Although it grabs the attention of the eyes and causes a few ‘oohs’ and ‘aahs’, these guys do not enjoy much attention in the care department, and actually prefer a little neglect (especially when it comes to watering!). If you’ve ever lost an Alocasia, it might have been due to overwatering or pesky buggers like spider mites or mealy bugs. In this care guide, we’ll dish all the dirt on how to take good care of your indoor Alocasias.
First things first, let’s talk about the definite no-nos when it comes to watering your Alocasia. Most Alocasias breathe their last due to overwatering. These plants are very sensitive to too much water as this can result in crown rot. Before watering, it is vital to check the mixture levels of the soil rather than sticking to a prescribed watering schedule.
Alocasias enjoy a little dampness but you will have to make adjustments according to the season and the position of your plant in your home. During warmer months, Alocasias enjoy a growth spurt so be sure to water it thoroughly. During the winter months, however, when the temperature is cooler and there is less light, these plants will require significantly less water. To ebb on the side of caution, you can let the plant dry prior to watering again.
Watering tip: water from the bottom (e.g. tray) to avoid crown rot.
Choosing the best spot
Alocasias are naturally found in rainforest habitats which means that you have to imitate these conditions for your Alocasia to feel at home. Ideally, they need bright conditions (bright, indirect sunlight) so ensure that your plant is in a spot where it can enjoy ample natural light.

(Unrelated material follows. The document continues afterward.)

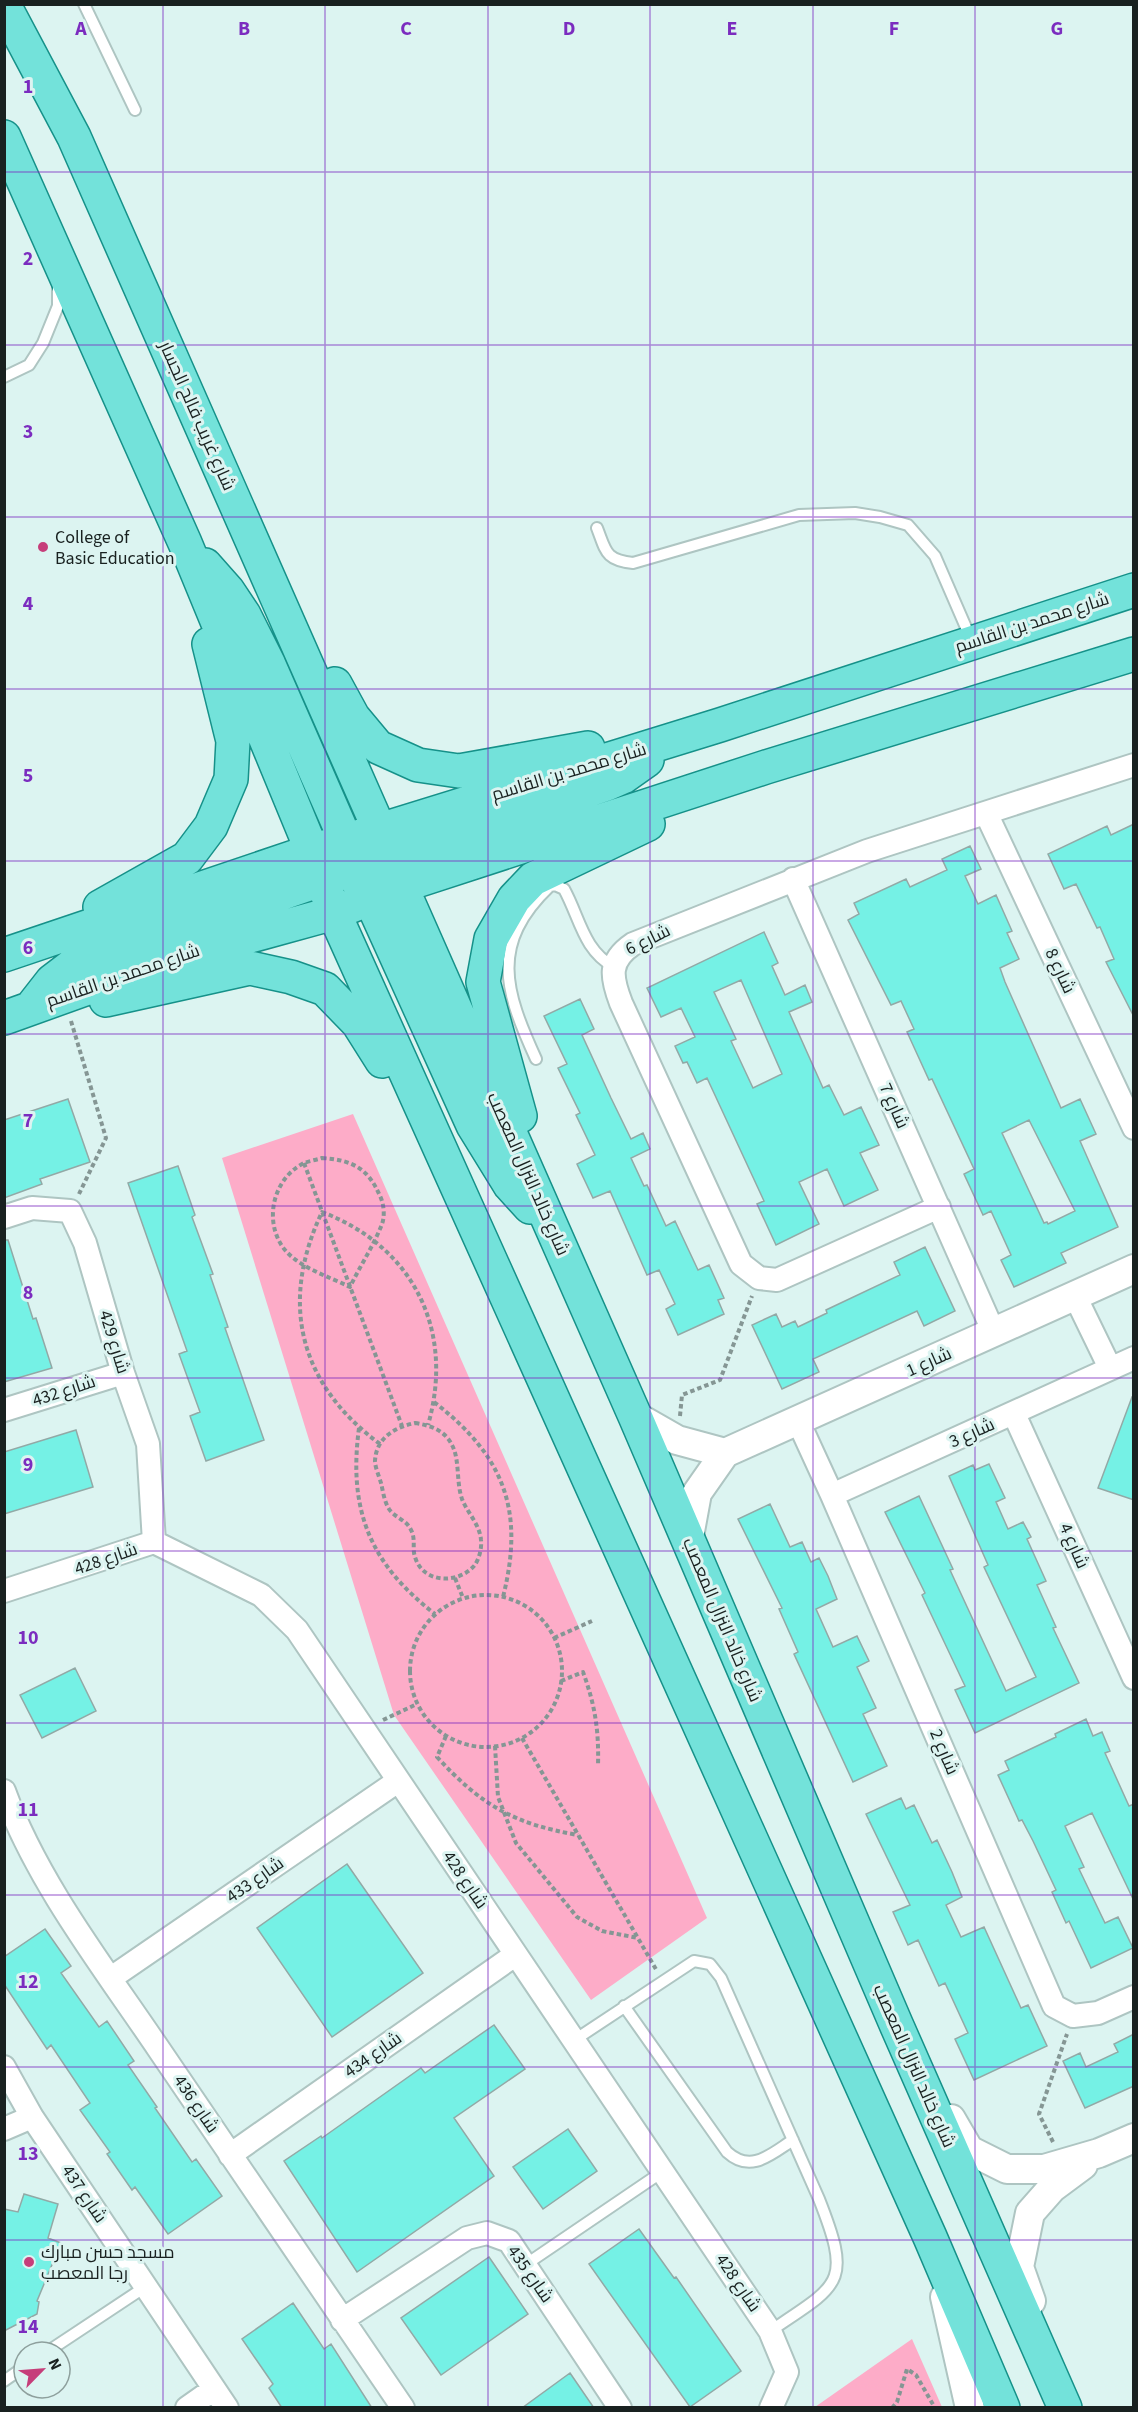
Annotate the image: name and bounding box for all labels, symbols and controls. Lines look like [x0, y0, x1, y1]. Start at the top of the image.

A light warning: Be cautious when placing your plant in direct sunlight. The leaves will scorch if the light is too intense.
The secret is in the soil. To ensure that the tuberous roots do not stagnate in wet, compacted soil, plant or re-pot Alocasias in light, airy compost. It’s always best to make your own soil mixture. Mix peat-free houseplant compost with a generous amount of coconut coir (a naturally fibrous material).
No plant is really exempted from pests, and surely not the Aloscasias. A few pesky lovers of the Alocasia include spider mites, mealybugs, aphids, and scale. These buggers can be found on both sides of the leaves, also on the stems, or in between leaf sheaths near the crown. If you spot them on your plant, wipe away with a damp cloth and spray mild pest spray. Be sure to get into the cracks and creases. Ensure you monitor your plant and inspect it regularly to make sure the pest population does not reach epic proportions (as they tend to increase exponentially!).
Dying or resting?
If you notice the foliage is dying and leaves are yellowing, this can be a sign that your plant is overwatered. However, do not be alarmed! It could also be an indication of its natural life cycle. When it nears the end of its growing season, you will start to notice the outer (older) leaves slowly start to turn yellow, then brown, and finally dying completely. This is because the plant will slow down, and enter a dormant state to conserve energy for the winter or colder season. This energy is preserved in the underground tubers so that when the warmer season arrives, it’s ready to kick back into action and send out new foliage. It’s quite a wonderful process to behold.
Moral of the story: do not give up on your Alocasia, or your ability to grow one!